As the first private company to receive non-equity investment from Melinda Gates’ Pivotal Ventures organization — which Access recently featured along with an interview with Gates — Alice got an instant dose of street cred. “Being her [Gates’] first portfolio investment, Pivotal Ventures is showing that investing in women provides a great return on your money,” says Elizabeth Gore, Alice’s president and chairwoman. “It showed other investors the rigor that we went through, and it helped legitimize what we’re doing for the new majority of business owners.”
This new majority of business owners, as Gore says, is at the heart of Alice, aka HelloAlice.com, a free artificial intelligence (AI)-powered platform that helps underrepresented entrepreneurs — including women, people of color, veterans and members of the LGBTQ community — make connections to bring their innovations to life. Access met with Gore to learn more.
Give us the gist of what Alice does.
Alice has a very simple mission to help small-business owners launch and grow. And we really focus on the new majority of business owners who, combined, will be the largest population of folks launching businesses, from people of color to folks in smaller towns.

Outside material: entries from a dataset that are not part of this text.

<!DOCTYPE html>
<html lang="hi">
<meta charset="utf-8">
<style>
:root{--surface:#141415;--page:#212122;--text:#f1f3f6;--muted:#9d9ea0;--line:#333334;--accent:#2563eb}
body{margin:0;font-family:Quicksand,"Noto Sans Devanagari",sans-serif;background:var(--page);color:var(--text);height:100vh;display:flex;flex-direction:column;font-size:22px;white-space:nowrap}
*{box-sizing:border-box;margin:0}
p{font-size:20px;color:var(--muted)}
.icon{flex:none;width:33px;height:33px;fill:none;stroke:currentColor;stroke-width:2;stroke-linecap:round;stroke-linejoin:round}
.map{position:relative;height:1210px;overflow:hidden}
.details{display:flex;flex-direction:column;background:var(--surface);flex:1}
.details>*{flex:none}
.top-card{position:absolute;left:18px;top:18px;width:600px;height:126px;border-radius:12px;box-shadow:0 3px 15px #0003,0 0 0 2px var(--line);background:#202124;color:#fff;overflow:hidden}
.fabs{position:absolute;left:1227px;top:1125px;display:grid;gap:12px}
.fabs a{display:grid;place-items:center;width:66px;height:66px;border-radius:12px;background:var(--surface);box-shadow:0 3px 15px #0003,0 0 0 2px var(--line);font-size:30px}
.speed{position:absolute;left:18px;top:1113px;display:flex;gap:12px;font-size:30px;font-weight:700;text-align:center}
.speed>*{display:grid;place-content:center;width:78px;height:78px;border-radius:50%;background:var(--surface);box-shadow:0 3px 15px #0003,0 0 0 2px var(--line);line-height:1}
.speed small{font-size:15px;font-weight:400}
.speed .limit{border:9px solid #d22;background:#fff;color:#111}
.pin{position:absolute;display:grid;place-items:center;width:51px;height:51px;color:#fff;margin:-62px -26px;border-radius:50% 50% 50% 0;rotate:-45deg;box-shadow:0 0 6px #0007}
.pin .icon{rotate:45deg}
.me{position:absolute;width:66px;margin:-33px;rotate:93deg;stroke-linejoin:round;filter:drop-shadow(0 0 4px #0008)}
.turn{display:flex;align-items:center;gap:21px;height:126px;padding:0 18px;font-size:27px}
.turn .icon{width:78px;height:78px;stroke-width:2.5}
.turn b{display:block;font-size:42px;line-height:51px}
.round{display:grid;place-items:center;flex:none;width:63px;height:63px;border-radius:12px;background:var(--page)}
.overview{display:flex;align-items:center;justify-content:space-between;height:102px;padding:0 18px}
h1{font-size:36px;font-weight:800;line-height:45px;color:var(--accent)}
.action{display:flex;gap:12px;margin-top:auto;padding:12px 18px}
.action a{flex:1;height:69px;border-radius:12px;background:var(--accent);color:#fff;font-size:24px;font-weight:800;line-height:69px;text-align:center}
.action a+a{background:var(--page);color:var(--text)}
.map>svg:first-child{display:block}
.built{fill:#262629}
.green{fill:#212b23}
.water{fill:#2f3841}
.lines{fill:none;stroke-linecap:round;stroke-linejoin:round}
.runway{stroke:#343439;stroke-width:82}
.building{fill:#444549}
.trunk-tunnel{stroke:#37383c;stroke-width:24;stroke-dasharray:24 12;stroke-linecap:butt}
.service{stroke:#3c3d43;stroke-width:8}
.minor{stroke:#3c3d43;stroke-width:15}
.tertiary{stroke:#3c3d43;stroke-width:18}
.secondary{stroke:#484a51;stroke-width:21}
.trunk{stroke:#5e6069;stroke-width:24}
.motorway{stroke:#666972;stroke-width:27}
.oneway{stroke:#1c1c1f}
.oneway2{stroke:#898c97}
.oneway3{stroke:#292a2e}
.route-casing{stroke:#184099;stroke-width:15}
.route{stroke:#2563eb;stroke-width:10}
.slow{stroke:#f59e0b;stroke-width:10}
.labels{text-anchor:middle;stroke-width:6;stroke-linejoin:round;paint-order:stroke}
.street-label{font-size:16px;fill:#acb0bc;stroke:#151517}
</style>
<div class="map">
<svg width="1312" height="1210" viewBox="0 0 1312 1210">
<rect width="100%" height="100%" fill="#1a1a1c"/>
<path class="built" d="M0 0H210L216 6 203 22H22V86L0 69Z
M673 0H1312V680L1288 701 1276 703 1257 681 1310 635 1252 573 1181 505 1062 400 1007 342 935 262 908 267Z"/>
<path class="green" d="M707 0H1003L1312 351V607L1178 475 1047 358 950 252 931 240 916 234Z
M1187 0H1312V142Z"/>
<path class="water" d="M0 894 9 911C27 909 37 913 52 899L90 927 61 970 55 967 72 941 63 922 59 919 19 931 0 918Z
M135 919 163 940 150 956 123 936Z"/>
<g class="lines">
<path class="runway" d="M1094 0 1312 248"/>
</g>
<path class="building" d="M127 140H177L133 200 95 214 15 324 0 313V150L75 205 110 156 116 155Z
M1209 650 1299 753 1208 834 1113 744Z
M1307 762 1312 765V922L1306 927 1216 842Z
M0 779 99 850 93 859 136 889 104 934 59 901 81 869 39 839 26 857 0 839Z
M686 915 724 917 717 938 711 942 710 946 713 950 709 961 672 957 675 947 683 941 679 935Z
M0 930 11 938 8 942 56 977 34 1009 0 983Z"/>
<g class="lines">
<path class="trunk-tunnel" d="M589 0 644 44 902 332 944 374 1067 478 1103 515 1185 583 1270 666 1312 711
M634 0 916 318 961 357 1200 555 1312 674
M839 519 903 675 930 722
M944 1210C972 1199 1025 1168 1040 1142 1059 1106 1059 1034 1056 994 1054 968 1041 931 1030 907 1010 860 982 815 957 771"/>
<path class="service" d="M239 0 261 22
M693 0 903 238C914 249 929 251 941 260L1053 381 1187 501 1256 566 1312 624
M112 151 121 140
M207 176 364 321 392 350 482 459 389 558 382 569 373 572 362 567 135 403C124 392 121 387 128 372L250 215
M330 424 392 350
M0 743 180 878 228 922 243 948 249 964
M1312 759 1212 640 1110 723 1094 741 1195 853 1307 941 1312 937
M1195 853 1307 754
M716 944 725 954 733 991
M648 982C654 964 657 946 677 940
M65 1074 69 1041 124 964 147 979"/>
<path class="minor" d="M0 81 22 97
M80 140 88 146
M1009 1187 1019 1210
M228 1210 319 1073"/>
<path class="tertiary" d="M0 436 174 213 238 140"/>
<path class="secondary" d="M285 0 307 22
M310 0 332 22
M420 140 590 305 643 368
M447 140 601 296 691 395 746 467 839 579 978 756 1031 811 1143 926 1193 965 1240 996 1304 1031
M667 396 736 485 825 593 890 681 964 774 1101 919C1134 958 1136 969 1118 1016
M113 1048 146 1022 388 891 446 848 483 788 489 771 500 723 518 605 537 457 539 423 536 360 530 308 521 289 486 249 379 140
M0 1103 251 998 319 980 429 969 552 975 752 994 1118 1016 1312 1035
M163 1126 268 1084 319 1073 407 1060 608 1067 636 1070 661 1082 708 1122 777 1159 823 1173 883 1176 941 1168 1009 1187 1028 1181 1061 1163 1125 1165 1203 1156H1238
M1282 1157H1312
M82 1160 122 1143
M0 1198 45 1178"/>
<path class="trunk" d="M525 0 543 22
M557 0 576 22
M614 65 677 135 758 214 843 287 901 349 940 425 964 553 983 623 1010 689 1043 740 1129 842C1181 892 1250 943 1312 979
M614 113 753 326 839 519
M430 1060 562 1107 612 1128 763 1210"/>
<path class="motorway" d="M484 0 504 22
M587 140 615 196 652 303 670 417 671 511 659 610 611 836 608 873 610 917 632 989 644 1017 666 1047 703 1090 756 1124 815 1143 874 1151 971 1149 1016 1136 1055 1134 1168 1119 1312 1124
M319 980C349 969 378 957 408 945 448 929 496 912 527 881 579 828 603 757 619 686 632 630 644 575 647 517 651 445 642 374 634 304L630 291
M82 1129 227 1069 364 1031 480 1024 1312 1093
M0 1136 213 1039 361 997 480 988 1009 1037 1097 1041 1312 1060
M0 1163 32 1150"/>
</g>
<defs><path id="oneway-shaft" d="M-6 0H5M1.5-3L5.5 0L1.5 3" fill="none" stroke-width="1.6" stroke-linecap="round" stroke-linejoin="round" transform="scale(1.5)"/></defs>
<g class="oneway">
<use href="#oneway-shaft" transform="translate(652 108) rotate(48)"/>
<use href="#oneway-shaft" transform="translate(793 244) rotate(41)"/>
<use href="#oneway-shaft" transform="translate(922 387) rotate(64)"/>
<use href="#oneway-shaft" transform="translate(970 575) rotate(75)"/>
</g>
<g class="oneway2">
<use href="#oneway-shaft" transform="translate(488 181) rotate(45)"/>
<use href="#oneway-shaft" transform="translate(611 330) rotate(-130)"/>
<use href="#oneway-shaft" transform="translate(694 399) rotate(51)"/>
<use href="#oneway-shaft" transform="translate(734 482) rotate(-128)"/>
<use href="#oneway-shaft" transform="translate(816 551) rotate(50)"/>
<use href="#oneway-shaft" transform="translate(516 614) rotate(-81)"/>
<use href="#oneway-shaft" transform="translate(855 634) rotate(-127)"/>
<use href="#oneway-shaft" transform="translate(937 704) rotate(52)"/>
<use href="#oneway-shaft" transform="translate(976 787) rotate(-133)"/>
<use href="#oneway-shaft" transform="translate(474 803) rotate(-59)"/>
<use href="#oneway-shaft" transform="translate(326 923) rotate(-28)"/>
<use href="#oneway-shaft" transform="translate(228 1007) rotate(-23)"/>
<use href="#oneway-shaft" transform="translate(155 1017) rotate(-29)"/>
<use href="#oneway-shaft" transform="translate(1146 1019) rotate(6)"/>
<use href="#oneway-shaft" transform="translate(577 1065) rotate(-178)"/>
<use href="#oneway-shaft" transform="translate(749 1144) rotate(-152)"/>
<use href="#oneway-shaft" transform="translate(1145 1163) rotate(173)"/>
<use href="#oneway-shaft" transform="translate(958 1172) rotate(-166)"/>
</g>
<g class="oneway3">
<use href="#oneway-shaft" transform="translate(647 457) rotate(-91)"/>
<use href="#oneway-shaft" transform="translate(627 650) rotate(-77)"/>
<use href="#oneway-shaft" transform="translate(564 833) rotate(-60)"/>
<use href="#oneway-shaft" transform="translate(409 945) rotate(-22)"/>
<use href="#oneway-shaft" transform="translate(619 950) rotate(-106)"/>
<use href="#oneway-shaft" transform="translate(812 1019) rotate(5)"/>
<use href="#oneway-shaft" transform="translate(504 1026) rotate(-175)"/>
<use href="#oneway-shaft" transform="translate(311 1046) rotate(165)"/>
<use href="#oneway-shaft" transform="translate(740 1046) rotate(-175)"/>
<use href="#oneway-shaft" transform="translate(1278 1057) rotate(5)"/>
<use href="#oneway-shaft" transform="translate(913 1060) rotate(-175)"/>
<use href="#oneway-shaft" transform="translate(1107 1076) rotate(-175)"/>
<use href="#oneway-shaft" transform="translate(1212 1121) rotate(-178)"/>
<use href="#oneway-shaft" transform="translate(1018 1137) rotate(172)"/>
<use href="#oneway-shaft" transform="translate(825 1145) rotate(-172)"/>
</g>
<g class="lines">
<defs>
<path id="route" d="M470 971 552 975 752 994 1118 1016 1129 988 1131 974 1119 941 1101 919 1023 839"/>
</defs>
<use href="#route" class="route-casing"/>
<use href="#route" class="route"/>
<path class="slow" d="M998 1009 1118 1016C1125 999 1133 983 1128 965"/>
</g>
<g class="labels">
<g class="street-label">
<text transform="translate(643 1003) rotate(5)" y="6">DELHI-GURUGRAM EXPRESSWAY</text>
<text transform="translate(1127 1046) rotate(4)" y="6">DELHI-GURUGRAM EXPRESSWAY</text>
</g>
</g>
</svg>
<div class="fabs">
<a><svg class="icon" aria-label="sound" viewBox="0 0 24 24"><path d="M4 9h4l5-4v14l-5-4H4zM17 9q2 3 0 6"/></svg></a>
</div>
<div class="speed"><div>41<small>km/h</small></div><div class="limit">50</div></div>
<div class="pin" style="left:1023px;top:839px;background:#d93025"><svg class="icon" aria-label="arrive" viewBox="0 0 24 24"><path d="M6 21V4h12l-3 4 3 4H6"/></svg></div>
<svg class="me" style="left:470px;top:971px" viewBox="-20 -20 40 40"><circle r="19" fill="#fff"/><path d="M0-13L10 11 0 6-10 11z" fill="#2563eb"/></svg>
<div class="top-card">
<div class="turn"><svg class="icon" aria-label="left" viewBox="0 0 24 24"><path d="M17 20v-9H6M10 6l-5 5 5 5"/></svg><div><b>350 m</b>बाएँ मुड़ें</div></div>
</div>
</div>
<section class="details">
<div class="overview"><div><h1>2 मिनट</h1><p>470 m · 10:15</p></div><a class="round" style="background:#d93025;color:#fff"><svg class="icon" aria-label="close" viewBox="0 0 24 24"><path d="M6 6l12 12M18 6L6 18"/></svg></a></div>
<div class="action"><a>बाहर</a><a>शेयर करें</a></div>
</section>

How exactly does Alice do that?
We pull owners through the right path to grow their business at the right time. So, we look at your stage of growth, industry, physical location, but also your gender, your ethnicity, whether you’re a veteran — because all of those things matter as you look for the right resources, the right networks, the right support and the right capital for your business.
And you do it using AI, right?
Yes, we’re built on top of machine learning — an AI platform — that we’ve built over the last five years. We’ve mined every opportunity, every piece of content, newsfeed, government program, network — 20,000-plus pieces a day. We utilize that information so that what pops up for you as an owner is incredibly relevant to your business, your location and you as an individual.
What’s really exciting is that Alice gets smarter as the years go on and as owners tell us what’s working and what’s not working. And she’s very data-centric, so we’re building the largest database for small and medium-sized businesses in the world, which is very exciting. And the reason that’s important is that it allows us to get better at what owners need based on the data we’re seeing on what helps them succeed or what helps them get over specific barriers.
What’s really exciting is that Alice gets smarter as the years go on and as owners tell us what’s working and what’s not working.
Paint a picture of how it works.
For a bakery to launch a business, for example, is very different than a fintech [financial technology] company. And launching a business in Detroit is very different than in Memphis. So, a business owner can say, “I’m an African-American woman, and I’d like to meet other African-American women in business. What’s the best way to do that?” And on the flip side, Alice will pop up and say, “Hey, you’re in Memphis and you have a fintech business and you’re a minority woman. Did you know that the city government is doing equity feed grants to businesses to help them get off the ground?”
Those are the types of things that businesses are so primed for but that, unless you’re fully connected, are hard to find. So, we make it as simple as possible, because every single owner — I don’t care what business or what state of growth — always says that they don’t have enough time or enough capital.
Let’s end with a question you’ve probably answered a thousand times. What’s behind the name Alice?
When my co-founder [Carolyn Rodz] and I were launching Alice, we both also were pregnant. Between the both of us, we had four kids — two kids each. And Alice. So, five kids, we joked. And both of us really loved the original Lewis Carroll story of Alice’s Adventures in Wonderland. And if you read the story, Alice is a character, and she reminded us of a business owner. She goes through so much. She has to convince people to let her do things; she has to sell things. We talk about the white rabbit as “profit,” so she’s always chasing the profit. We just really liked the whole notion of Alice as the spirit and the personality of our business owners.